Davis and Driver said Virginia’s position as an emerging market is solidified by the state’s strong and growing craft beer market. Local hops, Driver said, add to the handcrafted narrative that makes local beer appealing to consumers.
Although Virginia hops production is generally supporting local brewers at a niche level, “it provides them local sourcing and a local identity,” Driver said. “They pass that marketing on to their customers, and we can make some unique brews because they’re sourcing local products.”
Justen Dick, and environmental geologist and grower with Kelly Ridge Farms in Meadowview, planted about a half-acre of hops last year.
“It’s probably on the higher end of an entry-level yard. We’re wanting to expand to two or three acres,” Dick said. We’ve actually had three breweries within a 10-mile radius open up in the last year. I’m newer to farming, but that’s something that can be learned. That’s all I’m working on right now.”
Market conditions are favorable, and many people are taking a trial and error approach to hop growing, said Spencer Neale, director of the commodity marketing department at the Virginia Farm Bureau Federation. Most U.S. hops production originates from the Pacific Northwest.
“Some research data is definitely needed, and it may take a few growing seasons for one to really become adept at growing hops, but it would seem the market conditions are favorable for more hops acreage in Virginia,” Neale said in an email.

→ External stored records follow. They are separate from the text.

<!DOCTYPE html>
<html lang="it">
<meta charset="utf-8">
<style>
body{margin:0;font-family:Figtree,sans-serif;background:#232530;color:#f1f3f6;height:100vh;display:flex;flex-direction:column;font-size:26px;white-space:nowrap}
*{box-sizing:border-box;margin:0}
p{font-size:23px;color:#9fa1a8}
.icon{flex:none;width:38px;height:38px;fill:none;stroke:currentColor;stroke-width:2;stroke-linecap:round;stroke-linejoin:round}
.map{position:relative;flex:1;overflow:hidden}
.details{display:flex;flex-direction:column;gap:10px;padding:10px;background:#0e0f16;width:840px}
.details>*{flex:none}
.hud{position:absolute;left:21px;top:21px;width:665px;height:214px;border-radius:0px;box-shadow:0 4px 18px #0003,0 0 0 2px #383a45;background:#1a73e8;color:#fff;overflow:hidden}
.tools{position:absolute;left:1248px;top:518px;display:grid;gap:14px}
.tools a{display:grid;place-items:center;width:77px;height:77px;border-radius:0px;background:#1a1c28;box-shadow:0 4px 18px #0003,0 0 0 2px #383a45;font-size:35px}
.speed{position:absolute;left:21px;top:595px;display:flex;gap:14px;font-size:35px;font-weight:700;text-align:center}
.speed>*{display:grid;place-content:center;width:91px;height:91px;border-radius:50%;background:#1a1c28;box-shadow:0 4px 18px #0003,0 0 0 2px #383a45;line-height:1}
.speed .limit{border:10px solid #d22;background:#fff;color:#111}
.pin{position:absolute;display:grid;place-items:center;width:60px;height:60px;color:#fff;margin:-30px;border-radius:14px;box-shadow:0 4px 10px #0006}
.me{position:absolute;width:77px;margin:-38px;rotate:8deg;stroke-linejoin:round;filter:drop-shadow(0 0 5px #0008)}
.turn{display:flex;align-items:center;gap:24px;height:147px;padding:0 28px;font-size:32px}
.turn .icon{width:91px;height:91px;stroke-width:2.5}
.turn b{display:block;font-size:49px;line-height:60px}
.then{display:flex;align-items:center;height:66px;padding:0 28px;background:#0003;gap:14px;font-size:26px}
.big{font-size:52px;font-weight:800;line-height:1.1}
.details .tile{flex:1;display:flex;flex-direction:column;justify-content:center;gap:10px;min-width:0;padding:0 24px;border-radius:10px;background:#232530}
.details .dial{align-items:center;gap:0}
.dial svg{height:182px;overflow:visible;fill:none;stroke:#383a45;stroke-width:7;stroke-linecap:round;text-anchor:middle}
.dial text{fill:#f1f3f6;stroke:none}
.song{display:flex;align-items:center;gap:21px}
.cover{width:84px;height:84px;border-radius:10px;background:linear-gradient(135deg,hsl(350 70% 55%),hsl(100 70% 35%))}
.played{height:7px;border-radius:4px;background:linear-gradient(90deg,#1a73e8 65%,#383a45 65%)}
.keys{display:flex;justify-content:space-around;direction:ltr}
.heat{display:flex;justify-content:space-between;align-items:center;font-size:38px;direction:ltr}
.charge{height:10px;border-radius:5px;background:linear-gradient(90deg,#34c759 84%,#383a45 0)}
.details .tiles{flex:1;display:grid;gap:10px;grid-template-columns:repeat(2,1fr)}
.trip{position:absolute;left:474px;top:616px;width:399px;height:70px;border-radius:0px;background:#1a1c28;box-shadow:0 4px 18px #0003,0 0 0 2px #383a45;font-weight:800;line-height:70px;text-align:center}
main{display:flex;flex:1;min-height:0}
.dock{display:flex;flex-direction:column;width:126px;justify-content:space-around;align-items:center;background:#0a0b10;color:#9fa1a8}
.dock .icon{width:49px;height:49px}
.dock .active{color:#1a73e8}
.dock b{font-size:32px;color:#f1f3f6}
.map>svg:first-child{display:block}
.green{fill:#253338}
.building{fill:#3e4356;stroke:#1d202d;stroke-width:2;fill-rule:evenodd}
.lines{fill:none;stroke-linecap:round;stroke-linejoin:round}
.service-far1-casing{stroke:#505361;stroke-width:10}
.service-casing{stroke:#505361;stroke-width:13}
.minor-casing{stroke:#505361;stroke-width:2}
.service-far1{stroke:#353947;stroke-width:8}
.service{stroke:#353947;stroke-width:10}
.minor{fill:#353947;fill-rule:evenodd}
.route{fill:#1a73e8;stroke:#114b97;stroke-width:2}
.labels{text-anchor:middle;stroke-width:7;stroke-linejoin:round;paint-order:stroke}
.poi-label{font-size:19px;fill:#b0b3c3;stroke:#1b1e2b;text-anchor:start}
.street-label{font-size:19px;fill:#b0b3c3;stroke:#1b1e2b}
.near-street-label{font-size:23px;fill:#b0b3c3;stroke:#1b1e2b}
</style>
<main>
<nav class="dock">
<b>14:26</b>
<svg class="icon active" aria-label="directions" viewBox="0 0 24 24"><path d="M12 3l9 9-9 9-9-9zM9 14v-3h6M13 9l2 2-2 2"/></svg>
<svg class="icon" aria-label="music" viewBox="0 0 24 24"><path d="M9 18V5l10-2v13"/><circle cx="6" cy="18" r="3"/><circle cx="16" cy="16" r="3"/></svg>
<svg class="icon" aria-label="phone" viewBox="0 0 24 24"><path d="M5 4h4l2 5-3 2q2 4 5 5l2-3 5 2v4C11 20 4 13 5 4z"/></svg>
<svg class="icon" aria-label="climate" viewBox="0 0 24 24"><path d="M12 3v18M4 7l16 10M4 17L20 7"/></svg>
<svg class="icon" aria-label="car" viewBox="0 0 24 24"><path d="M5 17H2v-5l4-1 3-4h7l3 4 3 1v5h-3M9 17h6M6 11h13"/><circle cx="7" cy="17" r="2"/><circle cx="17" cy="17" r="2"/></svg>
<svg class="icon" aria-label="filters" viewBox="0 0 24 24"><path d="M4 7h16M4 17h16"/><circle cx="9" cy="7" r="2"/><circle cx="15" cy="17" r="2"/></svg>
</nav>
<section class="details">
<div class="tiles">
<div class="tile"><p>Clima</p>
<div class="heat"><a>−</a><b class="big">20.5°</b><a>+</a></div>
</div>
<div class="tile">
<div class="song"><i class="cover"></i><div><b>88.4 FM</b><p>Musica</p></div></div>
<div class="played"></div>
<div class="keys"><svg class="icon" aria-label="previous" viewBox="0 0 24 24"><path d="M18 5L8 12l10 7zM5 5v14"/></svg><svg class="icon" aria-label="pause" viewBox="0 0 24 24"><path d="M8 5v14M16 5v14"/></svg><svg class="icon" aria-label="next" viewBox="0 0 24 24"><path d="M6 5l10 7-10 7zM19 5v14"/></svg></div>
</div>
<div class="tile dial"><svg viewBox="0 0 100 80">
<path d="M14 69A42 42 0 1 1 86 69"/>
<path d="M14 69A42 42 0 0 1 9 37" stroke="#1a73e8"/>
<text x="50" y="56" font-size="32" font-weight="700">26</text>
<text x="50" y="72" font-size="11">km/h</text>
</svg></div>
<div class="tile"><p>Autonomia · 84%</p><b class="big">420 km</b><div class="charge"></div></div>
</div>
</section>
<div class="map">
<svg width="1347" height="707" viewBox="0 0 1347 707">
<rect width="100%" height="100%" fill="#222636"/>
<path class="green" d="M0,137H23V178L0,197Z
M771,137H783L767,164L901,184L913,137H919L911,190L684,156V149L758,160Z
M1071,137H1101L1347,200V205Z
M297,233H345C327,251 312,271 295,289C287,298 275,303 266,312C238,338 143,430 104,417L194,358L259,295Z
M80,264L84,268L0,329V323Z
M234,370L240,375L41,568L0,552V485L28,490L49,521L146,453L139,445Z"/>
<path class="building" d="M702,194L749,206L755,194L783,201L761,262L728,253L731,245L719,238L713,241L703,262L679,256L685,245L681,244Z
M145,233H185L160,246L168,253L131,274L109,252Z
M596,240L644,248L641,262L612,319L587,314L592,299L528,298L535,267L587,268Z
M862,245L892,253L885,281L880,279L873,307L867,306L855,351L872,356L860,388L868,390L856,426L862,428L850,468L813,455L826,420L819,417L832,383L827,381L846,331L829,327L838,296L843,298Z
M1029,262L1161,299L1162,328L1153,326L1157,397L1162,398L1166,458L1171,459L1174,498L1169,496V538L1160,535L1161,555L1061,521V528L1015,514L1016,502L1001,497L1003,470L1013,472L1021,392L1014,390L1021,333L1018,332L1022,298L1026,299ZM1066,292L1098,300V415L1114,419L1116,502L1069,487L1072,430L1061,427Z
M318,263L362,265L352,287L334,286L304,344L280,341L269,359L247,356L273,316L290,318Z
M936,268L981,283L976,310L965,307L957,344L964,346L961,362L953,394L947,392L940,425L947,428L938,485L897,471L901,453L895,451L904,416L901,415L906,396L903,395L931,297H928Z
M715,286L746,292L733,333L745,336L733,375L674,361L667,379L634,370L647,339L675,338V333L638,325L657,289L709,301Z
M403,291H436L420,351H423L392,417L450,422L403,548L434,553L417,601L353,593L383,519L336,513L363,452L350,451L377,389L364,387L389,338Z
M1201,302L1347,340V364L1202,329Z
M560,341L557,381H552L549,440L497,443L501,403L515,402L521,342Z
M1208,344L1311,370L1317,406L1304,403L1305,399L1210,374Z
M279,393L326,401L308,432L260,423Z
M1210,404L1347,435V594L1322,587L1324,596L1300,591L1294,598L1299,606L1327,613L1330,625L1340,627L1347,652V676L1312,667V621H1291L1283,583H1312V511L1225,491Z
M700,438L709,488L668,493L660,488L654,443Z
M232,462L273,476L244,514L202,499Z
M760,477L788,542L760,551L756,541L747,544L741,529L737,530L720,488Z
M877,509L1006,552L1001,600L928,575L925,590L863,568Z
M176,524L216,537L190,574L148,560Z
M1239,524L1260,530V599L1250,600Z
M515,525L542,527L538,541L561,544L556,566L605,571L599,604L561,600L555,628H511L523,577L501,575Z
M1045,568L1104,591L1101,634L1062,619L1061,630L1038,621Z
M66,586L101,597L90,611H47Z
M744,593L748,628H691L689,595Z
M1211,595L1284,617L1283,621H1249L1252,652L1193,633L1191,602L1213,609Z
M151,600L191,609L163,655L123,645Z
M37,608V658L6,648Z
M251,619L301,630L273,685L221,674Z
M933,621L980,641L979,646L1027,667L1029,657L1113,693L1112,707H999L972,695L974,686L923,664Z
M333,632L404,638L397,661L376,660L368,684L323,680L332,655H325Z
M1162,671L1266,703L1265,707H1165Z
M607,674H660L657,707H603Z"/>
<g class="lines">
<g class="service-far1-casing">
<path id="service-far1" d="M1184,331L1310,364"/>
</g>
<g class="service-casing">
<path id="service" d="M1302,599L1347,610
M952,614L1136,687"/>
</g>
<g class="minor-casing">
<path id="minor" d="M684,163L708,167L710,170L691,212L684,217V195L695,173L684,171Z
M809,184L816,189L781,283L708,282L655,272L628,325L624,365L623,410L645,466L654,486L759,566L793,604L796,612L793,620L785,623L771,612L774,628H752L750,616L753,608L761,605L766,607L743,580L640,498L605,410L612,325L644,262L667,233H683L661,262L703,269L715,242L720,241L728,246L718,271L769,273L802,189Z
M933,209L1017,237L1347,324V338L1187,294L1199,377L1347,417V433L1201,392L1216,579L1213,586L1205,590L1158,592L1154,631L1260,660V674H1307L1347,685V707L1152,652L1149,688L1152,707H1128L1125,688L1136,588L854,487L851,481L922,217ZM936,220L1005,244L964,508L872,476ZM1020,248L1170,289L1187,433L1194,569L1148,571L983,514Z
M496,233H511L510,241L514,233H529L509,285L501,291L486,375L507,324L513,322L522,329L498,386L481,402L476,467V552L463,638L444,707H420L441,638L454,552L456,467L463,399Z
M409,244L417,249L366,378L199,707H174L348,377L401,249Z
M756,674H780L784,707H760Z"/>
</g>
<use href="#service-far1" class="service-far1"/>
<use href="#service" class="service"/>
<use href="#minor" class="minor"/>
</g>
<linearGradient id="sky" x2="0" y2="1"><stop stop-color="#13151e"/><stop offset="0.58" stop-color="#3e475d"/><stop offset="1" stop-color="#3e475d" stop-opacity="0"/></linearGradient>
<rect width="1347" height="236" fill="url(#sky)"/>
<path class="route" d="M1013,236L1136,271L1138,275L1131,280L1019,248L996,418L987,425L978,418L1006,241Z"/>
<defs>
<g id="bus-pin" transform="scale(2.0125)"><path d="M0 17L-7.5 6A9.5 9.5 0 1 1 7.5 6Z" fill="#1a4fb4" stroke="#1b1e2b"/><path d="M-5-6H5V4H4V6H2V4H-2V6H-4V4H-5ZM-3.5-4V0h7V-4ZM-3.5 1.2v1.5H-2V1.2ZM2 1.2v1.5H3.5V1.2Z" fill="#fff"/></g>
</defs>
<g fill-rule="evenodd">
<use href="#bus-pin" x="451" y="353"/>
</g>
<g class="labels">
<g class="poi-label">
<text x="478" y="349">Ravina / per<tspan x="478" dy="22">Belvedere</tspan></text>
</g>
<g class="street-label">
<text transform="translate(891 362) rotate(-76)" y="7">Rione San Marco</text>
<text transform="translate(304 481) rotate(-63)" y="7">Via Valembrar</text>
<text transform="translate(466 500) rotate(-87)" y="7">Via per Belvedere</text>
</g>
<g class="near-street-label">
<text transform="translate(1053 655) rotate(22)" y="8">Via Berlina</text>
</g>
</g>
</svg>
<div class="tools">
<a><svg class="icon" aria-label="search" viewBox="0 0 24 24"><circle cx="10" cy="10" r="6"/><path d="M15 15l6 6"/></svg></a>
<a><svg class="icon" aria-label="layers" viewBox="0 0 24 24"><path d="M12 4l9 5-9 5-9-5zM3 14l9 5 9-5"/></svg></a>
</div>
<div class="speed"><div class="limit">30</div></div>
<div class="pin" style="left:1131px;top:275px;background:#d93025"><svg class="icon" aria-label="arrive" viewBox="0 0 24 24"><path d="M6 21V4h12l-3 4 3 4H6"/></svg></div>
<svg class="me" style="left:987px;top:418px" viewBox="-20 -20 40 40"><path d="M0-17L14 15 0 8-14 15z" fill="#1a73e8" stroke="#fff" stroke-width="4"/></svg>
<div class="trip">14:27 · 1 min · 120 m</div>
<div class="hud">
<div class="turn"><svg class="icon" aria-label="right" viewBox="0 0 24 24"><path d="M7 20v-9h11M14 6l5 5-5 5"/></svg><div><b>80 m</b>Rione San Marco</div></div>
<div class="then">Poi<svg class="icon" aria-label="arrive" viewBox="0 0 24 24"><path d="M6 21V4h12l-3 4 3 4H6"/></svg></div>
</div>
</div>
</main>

At the end of the day, the group adjourned to Blue Mountain Brewery to sample and see the growing of hops come full circle in the beer-making process. Despite the enduring popularity of beer, Davis said hops probably won’t become a mainstream crop for the casual or small-scale farmer.
“Hops are not an easy crop. If you want to grow for the beer industry, and do it easier, grow barley,” Davis said.